DIFF: https://github.com/llvm/llvm-project/commit/50fb3957c1906d2e971a192e5bd69b40bc5a3919.diff
LOG: [X86] Custom widen strict v2f32->v2i32 by padding with zeroes.
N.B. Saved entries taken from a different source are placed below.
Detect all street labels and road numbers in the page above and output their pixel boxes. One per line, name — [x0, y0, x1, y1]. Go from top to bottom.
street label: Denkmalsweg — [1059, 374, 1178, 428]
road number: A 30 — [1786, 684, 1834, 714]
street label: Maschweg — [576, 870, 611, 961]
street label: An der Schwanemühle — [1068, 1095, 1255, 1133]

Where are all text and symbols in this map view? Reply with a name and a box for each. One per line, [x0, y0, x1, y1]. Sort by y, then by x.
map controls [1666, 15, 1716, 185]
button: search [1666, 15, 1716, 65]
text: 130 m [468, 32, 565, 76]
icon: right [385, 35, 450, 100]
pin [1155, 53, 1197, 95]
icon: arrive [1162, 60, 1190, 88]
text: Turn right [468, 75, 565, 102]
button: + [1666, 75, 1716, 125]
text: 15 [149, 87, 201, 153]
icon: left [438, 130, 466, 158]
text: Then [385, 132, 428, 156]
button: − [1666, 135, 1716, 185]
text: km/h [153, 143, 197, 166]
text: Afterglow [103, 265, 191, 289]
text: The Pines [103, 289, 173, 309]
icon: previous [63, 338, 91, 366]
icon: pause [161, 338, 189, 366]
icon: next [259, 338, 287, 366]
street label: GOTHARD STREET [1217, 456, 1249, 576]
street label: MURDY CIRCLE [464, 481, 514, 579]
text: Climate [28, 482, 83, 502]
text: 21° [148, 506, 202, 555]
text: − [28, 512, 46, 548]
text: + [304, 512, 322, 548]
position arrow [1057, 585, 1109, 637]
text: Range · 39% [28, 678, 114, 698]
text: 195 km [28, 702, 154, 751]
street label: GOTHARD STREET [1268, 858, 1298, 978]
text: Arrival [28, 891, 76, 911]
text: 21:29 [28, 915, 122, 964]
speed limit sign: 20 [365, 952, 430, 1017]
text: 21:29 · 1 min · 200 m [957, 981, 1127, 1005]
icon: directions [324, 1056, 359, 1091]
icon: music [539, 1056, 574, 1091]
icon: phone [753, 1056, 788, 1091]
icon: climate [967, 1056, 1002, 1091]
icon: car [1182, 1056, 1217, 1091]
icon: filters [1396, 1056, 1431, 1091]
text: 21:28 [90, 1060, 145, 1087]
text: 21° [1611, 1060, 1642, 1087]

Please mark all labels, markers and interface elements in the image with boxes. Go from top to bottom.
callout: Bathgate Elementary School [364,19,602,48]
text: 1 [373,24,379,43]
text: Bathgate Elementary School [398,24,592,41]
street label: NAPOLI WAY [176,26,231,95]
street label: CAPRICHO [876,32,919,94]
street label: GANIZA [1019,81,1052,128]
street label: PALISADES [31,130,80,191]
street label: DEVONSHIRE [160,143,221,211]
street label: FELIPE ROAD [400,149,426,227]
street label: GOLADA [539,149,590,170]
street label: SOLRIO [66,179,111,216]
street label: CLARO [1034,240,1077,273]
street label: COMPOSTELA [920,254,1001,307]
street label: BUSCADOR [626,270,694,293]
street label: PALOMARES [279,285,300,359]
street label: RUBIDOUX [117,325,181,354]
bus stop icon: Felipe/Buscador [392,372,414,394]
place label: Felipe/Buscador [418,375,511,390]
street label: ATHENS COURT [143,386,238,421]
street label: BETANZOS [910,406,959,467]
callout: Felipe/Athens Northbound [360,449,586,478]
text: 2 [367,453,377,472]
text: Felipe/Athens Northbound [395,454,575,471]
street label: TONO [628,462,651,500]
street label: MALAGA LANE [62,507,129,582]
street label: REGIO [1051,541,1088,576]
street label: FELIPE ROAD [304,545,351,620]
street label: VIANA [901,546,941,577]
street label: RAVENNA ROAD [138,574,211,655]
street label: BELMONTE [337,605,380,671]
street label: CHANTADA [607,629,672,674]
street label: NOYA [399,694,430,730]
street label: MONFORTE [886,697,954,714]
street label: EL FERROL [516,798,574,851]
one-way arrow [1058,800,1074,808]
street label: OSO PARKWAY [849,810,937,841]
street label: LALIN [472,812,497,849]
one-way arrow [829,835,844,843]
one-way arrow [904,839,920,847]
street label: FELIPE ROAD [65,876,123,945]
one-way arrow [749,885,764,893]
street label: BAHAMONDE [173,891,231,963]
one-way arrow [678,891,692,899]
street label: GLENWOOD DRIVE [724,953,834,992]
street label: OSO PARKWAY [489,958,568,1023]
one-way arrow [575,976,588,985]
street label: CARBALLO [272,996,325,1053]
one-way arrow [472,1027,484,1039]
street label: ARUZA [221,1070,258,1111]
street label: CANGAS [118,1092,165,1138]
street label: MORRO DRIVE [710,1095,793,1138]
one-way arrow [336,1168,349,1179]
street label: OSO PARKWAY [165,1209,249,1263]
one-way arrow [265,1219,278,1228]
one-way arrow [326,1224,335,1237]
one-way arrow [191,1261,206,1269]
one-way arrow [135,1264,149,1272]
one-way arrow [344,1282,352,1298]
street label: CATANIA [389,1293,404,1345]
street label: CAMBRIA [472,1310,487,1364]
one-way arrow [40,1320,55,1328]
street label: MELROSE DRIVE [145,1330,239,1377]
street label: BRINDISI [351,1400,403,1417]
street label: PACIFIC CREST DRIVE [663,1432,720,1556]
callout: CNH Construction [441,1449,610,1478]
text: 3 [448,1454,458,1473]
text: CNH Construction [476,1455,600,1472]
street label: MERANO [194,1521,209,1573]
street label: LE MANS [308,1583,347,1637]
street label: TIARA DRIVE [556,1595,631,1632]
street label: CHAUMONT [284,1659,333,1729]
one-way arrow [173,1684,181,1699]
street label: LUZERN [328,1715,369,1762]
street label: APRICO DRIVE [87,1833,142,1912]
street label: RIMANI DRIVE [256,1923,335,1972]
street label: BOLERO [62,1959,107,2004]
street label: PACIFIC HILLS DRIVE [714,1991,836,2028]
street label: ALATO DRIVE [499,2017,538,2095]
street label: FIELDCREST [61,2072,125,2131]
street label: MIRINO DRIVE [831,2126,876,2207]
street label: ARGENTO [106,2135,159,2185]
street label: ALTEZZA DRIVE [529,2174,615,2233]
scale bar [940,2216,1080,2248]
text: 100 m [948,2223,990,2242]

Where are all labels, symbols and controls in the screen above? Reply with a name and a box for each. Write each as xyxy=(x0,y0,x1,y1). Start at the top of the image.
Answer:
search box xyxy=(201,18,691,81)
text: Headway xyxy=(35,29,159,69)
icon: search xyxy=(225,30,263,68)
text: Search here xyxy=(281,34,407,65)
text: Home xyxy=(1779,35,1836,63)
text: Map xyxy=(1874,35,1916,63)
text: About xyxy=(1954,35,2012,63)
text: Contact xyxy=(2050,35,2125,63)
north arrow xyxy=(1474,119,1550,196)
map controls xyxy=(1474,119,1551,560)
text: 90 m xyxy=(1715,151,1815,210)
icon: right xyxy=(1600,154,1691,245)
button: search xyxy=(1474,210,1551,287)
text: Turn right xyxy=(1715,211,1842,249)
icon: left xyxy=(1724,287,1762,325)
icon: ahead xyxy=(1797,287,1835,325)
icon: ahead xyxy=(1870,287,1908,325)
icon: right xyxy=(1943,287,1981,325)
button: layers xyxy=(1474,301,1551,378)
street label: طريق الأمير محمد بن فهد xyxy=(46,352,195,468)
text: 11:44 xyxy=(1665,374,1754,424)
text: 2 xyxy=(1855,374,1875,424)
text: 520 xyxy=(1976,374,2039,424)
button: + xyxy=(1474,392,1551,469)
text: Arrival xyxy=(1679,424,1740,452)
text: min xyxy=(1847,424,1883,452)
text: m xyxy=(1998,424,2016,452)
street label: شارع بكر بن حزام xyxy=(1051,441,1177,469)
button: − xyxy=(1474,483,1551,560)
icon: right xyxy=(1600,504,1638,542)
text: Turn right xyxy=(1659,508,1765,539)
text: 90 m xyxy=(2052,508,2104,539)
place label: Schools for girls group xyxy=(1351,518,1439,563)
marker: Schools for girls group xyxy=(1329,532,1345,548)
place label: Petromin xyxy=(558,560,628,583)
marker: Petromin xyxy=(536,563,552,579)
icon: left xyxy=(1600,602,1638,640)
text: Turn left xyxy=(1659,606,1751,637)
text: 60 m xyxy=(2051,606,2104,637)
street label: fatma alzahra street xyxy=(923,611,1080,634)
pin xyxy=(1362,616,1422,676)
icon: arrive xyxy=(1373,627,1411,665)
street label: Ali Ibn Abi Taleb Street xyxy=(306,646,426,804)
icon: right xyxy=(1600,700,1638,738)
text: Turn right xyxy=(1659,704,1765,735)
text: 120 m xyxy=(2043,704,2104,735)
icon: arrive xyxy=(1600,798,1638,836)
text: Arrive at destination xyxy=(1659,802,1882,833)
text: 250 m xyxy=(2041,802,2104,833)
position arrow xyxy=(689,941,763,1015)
For non-strict, generic type legalization will take care of this,
but that doesn't happen currently for strict nodes.
Added:
Modified:
llvm/lib/Target/X86/X86ISelLowering.cpp
llvm/test/CodeGen/X86/vec-strict-fptoint-128.ll
llvm/test/CodeGen/X86/vector-constrained-fp-intrinsics.ll
Removed:
################################################################################
diff --git a/llvm/lib/Target/X86/X86ISelLowering.cpp b/llvm/lib/Target/X86/X86ISelLowering.cpp
index 508bbfb17f92..e1236714a331 100644
--- a/llvm/lib/Target/X86/X86ISelLowering.cpp
+++ b/llvm/lib/Target/X86/X86ISelLowering.cpp
@@ -28858,6 +28858,18 @@ void X86TargetLowering::ReplaceNodeResults(SDNode *N,
return;
}
+ // Custom widen strict v2f32->v2i32 by padding with zeros.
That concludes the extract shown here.